Para un optimista, lo más destacable del panorama social de América Latina que dio a conocer ayer la Cepal en Santiago de Chile es que el índice de pobreza en la región volvió a bajar del 30 por ciento el año pasado. Aunque la reducción apenas supera el medio punto porcentual, lo sucedido no deja de ser notable, especialmente cuando se tiene en cuenta que el crecimiento económico es francamente mediocre y que varios países enfrentan enormes dificultades.
Debido a ello, una parte importante de los avances logrados en el presente siglo todavía subsisten. De una pobreza que en el 2002 cobijó al 44,5 por ciento de la población latinoamericana, en el 2018 esa proporción se habría ubicado en 29,6 por ciento. El dato supera en casi dos puntos porcentuales el mínimo histórico del 2014, pero a decir verdad no ha sucedido la debacle que más de uno pronosticó en su momento.
Por ahora, el peor deterioro se ha visto en el caso de la pobreza extrema, que afecta a 63 millones de habitantes en esta parte del hemisferio. Dicho guarismo es superior en 17 millones de individuos al de cinco años atrás, lo cual deja en claro que los más vulnerables han sido los que han pagado la mayoría de los platos rotos de la crisis reciente, atribuible al mal manejo o al fin de la bonanza de precios de materias primas.
No obstante, hay una asignatura en la cual vamos progresando. Se trata de la desigualdad, que descendió seis puntos porcentuales a lo largo de 15 años, hasta el 2017. Aunque vivimos en la zona más inequitativa del mundo, al menos se puede decir que la torta está mejor repartida que antes, lo cual va en contravía de la tendencia global.
Hay dos factores que explican lo sucedido. En algunos países –como en Colombia– la clave ha sido la mejora en los ingresos laborales de los que se ubican en la base de la pirámide. Por ejemplo, en nuestro caso, por lo que deriva de su trabajo, el 20 por ciento más pobre aumenta a tasas mayores que lo que obtiene el quintil más rico.

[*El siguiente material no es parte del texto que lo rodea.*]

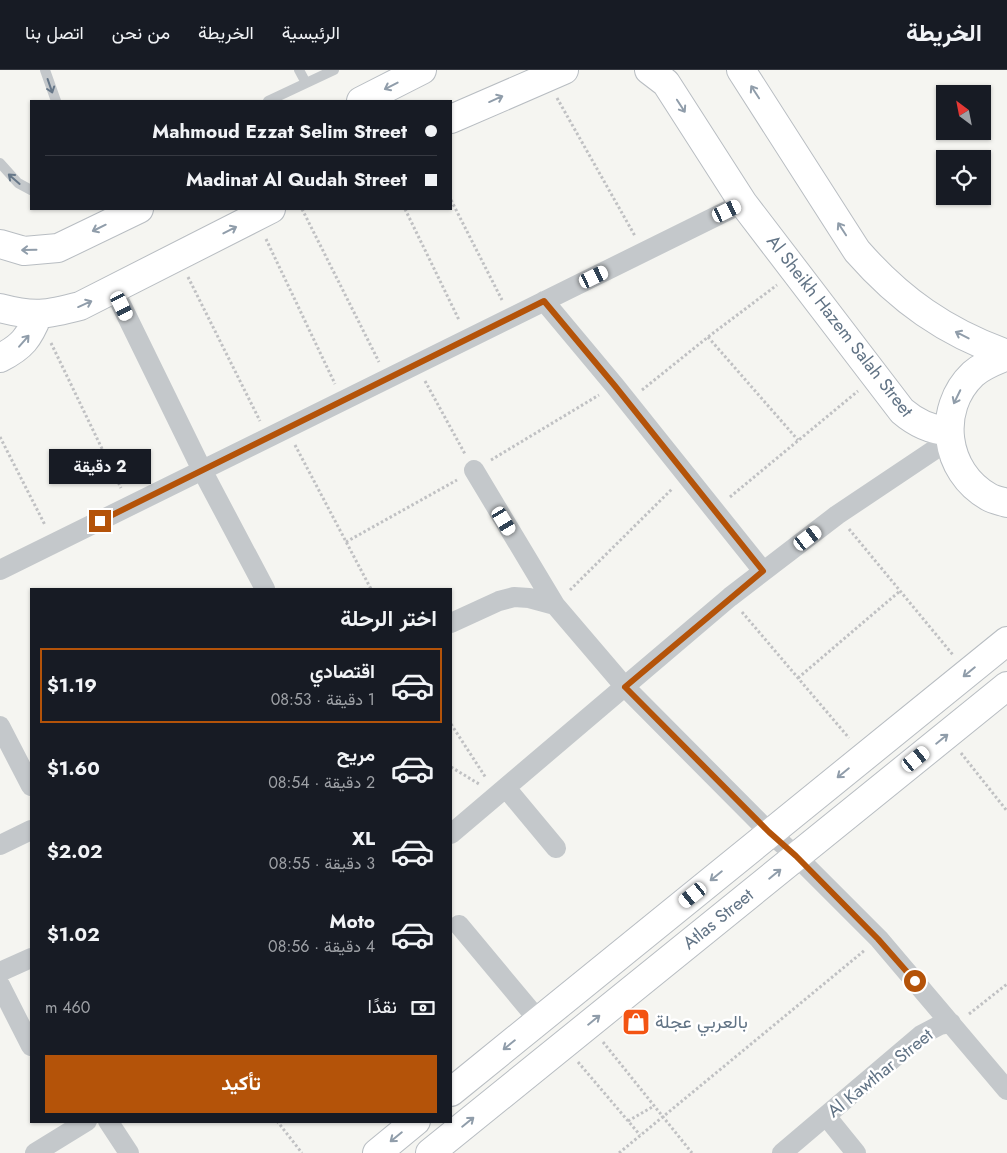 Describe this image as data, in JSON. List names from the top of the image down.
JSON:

Otro elemento son los instrumentos de protección social, como las transferencias condicionadas o la cobertura pensional. Programas similares a Familias en Acción han tenido éxito en varias naciones a la hora de mejorar la realidad de los hogares más vulnerables.
Lo anterior no quiere decir que existan motivos para darse palmaditas en la espalda y decir que todo va muy bien, pues el trecho que existe antes de construir sociedades más justas es inmenso. Dentro de las tareas urgentes se encuentra la de cerrar la brecha entre la ciudad y el campo, ya que la incidencia de la pobreza en las zonas rurales es 20 puntos porcentuales más alta que en las urbanas. Igualmente, el flagelo golpea con mucha dureza a los jóvenes, las mujeres cabeza de familia y los grupos indígenas o afrodescendientes.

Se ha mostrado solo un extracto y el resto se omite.